**Assignment:** What lines of the data hold the string "Minified"? Pull each one out.
*** Data shown Section Begins ***
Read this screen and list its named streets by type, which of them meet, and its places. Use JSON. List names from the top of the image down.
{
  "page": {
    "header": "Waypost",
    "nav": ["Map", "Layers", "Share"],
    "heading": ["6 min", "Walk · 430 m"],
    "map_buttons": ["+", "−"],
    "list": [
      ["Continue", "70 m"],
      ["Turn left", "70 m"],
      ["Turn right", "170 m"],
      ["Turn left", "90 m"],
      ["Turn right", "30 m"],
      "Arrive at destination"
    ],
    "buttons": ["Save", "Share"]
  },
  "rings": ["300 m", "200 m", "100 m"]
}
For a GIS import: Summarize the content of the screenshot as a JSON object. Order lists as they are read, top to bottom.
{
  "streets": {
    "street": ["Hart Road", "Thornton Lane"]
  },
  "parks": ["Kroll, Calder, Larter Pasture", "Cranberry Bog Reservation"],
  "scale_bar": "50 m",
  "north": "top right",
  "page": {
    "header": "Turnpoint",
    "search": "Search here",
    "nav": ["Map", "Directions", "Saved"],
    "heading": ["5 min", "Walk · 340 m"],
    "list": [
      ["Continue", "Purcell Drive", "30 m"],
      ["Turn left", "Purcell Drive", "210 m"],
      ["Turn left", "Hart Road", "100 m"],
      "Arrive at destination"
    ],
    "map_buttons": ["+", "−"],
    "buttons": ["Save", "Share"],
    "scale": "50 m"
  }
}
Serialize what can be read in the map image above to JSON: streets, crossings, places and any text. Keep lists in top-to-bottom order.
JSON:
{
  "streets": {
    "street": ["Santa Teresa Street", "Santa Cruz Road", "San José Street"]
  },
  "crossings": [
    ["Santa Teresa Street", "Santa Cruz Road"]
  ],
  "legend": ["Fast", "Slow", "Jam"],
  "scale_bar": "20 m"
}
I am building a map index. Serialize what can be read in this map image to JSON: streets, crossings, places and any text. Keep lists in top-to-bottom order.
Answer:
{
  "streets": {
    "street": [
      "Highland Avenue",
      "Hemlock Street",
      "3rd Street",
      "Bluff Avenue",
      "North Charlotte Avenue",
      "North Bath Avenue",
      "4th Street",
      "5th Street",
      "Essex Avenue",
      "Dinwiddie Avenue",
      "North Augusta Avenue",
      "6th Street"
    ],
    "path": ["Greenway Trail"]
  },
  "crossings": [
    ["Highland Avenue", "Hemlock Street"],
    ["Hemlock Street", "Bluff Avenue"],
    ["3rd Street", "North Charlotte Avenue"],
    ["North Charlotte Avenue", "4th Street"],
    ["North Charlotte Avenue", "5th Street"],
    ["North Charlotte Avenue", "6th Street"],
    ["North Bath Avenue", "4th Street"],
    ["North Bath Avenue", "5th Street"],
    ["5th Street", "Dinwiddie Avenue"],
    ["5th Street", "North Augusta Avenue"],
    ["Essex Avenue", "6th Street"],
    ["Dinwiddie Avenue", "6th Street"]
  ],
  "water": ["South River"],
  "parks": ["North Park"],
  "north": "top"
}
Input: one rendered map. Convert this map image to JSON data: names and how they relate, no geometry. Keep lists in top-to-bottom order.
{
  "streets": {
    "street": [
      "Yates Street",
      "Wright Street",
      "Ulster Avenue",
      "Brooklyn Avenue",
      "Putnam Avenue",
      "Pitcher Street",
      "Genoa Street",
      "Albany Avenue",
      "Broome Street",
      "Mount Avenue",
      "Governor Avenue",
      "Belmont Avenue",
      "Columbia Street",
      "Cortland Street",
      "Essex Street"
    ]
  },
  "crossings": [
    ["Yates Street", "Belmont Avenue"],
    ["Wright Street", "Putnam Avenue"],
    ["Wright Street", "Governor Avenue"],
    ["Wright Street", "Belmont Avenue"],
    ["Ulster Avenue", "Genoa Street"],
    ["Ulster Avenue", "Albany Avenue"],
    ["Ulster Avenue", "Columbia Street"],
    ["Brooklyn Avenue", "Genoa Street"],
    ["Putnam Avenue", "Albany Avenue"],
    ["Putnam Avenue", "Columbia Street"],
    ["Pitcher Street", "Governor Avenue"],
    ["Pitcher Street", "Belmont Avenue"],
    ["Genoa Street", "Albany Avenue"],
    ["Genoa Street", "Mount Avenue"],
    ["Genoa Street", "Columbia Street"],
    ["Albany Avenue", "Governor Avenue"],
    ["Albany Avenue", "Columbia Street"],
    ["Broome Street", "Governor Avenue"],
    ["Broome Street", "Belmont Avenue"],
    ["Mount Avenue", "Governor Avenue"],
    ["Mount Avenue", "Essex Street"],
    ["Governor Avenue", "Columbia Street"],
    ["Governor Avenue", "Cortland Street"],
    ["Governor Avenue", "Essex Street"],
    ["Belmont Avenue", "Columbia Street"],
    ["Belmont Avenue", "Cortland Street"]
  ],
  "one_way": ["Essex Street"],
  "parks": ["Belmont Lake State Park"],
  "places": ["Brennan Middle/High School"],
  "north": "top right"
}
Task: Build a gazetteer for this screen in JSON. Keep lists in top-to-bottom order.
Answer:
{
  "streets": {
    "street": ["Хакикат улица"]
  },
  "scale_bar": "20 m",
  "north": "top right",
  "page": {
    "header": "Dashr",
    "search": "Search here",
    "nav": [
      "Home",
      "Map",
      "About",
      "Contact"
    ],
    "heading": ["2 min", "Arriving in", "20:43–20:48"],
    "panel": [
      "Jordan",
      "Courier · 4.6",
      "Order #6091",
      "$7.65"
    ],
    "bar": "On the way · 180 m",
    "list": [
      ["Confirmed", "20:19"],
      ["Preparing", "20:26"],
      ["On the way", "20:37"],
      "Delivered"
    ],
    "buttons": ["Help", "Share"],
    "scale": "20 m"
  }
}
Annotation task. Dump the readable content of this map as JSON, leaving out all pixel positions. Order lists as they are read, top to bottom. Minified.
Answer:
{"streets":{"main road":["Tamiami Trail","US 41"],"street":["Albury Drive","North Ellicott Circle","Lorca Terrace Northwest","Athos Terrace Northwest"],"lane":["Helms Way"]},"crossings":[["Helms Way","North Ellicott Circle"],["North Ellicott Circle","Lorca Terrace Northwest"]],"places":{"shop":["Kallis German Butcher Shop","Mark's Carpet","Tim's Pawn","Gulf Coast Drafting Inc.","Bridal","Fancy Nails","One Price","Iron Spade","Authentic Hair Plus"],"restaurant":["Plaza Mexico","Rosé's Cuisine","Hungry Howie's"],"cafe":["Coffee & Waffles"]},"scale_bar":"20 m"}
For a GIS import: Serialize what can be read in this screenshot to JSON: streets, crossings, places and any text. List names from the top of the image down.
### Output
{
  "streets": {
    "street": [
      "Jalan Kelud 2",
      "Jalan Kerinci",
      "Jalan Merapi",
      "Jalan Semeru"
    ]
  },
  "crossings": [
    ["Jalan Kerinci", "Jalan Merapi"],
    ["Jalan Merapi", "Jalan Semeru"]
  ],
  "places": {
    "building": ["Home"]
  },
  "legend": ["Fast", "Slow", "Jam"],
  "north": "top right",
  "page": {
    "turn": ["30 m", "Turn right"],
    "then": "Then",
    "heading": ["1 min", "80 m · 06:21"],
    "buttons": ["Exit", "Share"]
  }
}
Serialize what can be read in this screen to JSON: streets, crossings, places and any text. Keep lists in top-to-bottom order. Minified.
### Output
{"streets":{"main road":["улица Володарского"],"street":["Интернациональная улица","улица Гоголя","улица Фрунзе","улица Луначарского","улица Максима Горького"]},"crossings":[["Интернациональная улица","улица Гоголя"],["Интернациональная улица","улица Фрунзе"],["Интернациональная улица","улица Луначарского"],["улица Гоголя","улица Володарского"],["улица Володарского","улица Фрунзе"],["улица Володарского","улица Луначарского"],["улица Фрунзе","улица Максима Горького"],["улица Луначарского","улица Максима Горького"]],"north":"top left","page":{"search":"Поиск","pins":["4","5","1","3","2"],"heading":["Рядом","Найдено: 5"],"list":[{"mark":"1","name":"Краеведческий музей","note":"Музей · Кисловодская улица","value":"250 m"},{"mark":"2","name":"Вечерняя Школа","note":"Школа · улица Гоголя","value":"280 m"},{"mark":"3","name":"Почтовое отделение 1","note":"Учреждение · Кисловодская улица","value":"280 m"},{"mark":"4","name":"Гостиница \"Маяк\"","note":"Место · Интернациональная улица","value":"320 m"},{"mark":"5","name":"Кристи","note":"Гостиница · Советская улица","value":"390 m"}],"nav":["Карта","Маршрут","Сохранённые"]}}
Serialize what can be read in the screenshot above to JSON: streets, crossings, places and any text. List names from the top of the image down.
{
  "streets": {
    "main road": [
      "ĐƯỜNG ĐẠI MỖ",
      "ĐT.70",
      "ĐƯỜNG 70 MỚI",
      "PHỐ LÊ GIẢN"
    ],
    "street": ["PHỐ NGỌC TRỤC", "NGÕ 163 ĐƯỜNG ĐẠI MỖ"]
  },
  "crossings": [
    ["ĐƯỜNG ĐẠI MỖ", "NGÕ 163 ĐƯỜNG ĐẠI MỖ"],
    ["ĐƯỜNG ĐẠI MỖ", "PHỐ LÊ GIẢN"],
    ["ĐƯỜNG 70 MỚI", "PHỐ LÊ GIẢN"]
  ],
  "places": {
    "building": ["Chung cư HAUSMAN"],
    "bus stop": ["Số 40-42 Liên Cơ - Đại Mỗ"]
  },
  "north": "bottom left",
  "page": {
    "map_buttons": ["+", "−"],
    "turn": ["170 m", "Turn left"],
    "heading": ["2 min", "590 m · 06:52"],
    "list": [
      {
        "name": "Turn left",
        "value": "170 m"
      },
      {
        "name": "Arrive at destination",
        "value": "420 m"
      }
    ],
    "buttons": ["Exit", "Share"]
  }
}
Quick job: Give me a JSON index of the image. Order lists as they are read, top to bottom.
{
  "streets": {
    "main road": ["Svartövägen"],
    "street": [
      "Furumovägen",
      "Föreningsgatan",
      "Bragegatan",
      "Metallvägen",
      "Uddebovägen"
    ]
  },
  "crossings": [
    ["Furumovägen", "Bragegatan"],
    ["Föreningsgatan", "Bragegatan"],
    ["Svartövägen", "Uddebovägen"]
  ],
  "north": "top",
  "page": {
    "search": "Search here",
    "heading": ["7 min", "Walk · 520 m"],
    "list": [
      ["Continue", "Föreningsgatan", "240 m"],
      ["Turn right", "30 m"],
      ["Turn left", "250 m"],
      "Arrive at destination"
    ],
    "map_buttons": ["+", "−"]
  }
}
*** Data shown Section Ends ***
**Finished exercise:**
Annotation task. Dump the readable content of this map as JSON, leaving out all pixel positions. Order lists as they are read, top to bottom. Minified.
Serialize what can be read in this screen to JSON: streets, crossings, places and any text. Keep lists in top-to-bottom order. Minified.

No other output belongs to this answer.